Here are some great student loan calculators from around the web that can help you to make smart, informed decisions concerning your repayment strategy.
- Repayment Estimator from U.S. Department of Education
- Student Loan Prepayment Calculator from Student Loan Hero
- Student Loan Calculator from The New York Times
- Student Loan Refinancing Calculator from Student Loan Hero
- Student Loan Calculator from The Washington Post
- Cost of Interest Capitalization Calculator from FinAid
- Student Loan Payoff vs. Invest Calculator from Student Loan Hero
What it does: Compares repayment plans for student loans
Why it’s helpful: Uses your loan and income information to show monthly payments and amounts paid on various repayment plan options
The Repayment Estimator is handy for determining how much of your student loans could be forgiven if you’re on an eligible plan.
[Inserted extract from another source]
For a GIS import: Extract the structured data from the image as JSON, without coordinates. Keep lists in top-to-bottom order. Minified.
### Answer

The estimator uses your specific loan information, only sharing the repayment plans you’re eligible for.
It’s important to know that the Repayment Estimator takes your current income and assumes that your discretionary income will grow by 5% a year.
The estimator is provided by Federal Student Aid, which is an office of the U.S. Department of Education. It also offers other resources, such as information about the Public Loan Forgiveness Program, or PSLF.
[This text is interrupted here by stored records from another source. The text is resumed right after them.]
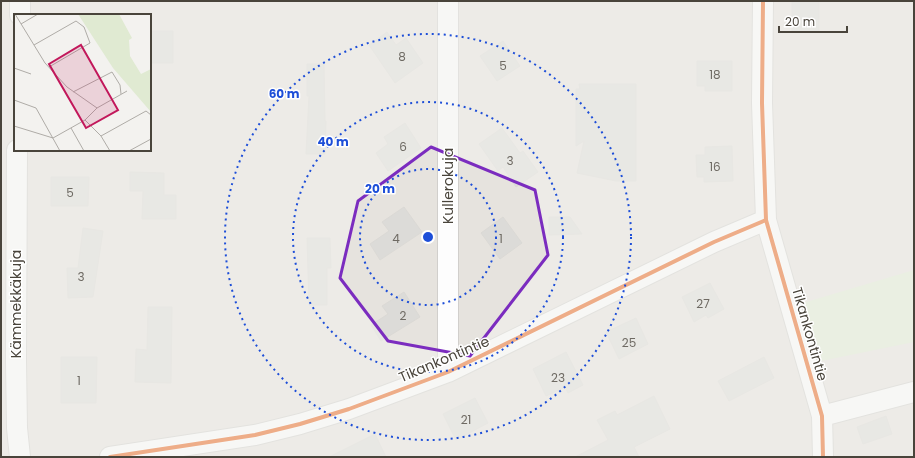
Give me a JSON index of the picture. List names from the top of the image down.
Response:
{
  "streets": {
    "street": ["Kullerokuja", "Kämmekkäkuja", "Tikankontintie"]
  },
  "crossings": [
    ["Kullerokuja", "Tikankontintie"]
  ],
  "house_numbers": [
    "8",
    "5",
    "18",
    "6",
    "3",
    "16",
    "5",
    "4",
    "1",
    "3",
    "27",
    "2",
    "25",
    "23",
    "1",
    "21"
  ],
  "scale_bar": "20 m",
  "rings": ["60 m", "40 m", "20 m"]
}
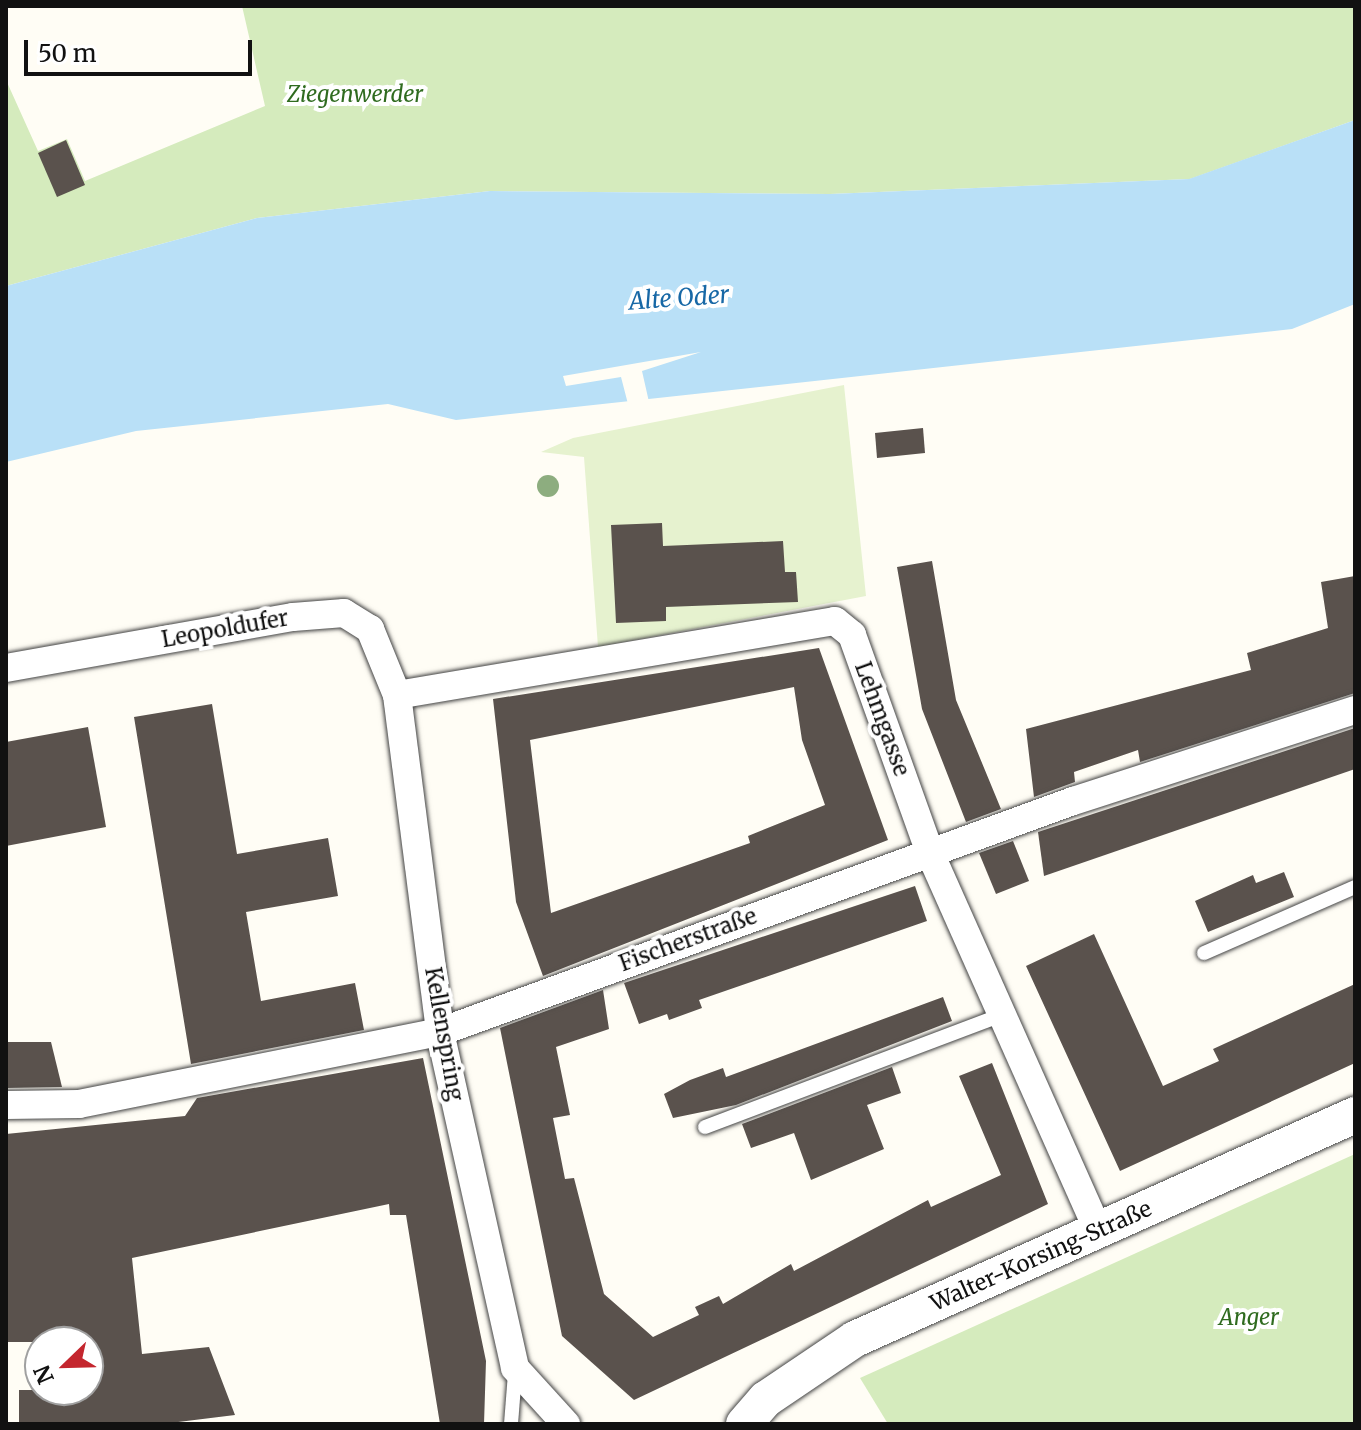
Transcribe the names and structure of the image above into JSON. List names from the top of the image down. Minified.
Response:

What it does: Shows you the effects of adding extra payments or paying off your student loans in a certain period
Why it’s helpful: Increasing your monthly repayments will likely help you save money and pay off your loans more quickly
The Student Loan Prepayment Calculator from Student Loan Hero makes calculations easier.
For example, say you have $30,000 in student loans on a 10-year repayment plan. Your interest rate is 5.5%, so you’re paying $325 a month. If you added $50 to your payment each month, you’d save $1,634 in interest while shaving off 20 months from your total repayment.
If you’re making extra student loan payments, it’s important to make sure they’re calculated correctly.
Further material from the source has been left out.